Doch das ist längst nicht alles, was die AIDA Nova für Kinder zu bieten hat:
- Mini Club für die ganz kleinen Gäste
- Kids Club für größere Kinder mit betreuten Aktivitäten
- Teenbereich
- Klettergarten im Four Elements (ab 6 Jahren und mindestens 1,40 m Körpergröße)
Gerade diese Vielfalt macht das Schiff für Familien so attraktiv. Während die Kinder spielen oder an Programmen teilnehmen, können auch die Eltern die Kreuzfahrt genießen.
Bergen
Unser erster Halt war Bergen – leider begrüßte uns die Stadt typisch norwegisch mit Regen. Statt uns durch das schlechte Wetter zu kämpfen, haben wir uns ganz bewusst dafür entschieden, auf dem Schiff zu bleiben. Und genau das war im Nachhinein eine sehr gute Entscheidung.
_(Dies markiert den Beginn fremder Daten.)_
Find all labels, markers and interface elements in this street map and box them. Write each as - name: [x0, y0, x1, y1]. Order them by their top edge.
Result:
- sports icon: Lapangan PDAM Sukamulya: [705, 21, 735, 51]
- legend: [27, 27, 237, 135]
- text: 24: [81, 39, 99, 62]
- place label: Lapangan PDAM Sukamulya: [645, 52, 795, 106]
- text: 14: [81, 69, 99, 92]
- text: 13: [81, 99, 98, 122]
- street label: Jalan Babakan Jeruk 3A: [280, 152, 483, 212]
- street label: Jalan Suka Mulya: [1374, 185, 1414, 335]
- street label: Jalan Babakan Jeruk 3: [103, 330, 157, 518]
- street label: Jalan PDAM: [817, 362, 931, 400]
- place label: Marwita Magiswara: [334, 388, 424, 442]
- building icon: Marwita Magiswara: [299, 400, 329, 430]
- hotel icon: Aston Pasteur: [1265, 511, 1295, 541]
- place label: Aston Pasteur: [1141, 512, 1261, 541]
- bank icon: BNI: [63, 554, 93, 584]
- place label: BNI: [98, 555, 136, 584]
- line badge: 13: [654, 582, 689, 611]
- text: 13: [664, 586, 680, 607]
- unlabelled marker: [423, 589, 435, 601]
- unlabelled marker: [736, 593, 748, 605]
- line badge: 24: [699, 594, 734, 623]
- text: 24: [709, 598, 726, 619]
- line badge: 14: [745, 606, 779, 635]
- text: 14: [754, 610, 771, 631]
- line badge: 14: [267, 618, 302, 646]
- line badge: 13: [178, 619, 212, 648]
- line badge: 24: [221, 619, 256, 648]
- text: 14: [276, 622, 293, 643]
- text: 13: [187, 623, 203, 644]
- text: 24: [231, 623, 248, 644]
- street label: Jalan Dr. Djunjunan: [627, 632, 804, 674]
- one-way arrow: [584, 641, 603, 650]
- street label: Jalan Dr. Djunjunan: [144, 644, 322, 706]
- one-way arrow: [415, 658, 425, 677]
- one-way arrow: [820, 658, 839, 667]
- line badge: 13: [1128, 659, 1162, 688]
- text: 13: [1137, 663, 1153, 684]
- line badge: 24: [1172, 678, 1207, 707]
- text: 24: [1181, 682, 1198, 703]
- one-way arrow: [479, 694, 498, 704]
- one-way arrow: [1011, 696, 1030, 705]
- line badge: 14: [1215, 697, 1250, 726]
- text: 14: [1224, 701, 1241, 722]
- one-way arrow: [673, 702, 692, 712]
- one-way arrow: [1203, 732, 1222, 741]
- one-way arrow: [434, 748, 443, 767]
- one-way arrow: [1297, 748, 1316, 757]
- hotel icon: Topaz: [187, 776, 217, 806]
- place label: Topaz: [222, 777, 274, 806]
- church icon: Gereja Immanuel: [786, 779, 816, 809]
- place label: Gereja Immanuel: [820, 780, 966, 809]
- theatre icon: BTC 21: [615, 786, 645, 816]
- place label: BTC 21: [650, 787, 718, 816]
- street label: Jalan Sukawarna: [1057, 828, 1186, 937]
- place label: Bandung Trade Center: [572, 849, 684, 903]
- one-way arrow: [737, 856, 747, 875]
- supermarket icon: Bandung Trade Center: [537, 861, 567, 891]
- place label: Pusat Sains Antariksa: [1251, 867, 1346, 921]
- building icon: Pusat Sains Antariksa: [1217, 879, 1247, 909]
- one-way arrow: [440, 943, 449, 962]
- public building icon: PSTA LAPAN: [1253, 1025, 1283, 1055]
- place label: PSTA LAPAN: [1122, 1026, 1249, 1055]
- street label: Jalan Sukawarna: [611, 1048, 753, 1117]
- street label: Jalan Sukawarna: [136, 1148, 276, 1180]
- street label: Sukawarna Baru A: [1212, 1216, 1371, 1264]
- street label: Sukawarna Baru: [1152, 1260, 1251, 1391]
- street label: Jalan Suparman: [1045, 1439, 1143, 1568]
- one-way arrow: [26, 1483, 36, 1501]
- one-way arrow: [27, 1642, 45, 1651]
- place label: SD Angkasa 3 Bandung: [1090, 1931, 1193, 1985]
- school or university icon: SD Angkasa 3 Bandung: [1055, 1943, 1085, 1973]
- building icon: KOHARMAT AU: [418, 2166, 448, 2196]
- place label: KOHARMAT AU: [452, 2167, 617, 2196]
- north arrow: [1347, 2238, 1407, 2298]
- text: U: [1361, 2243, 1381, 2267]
Wir haben den Wellnessbereich genutzt, die Ruhe an Bord genossen und das Schiff einmal ganz anders erlebt – nämlich mit deutlich weniger Passagieren. Alles war entspannter, leerer und irgendwie exklusiver.
Mein Tipp: Nutzt unbedingt einen Hafentag, um auf dem Schiff zu bleiben. So könnt ihr die AIDA Nova noch einmal aus einer ganz anderen Perspektive erleben.
Nordfjordeid – klein, charmant und total entspannt
Unser nächster Halt war Nordfjordeid – ein kleines, unglaublich süßes Hafenörtchen. Direkt am Hafen befindet sich ein kleines Einkaufszentrum, das sich perfekt für einen entspannten Start eignet: ein bisschen bummeln, einen Kaffee trinken und dabei den Blick auf das Schiff genießen.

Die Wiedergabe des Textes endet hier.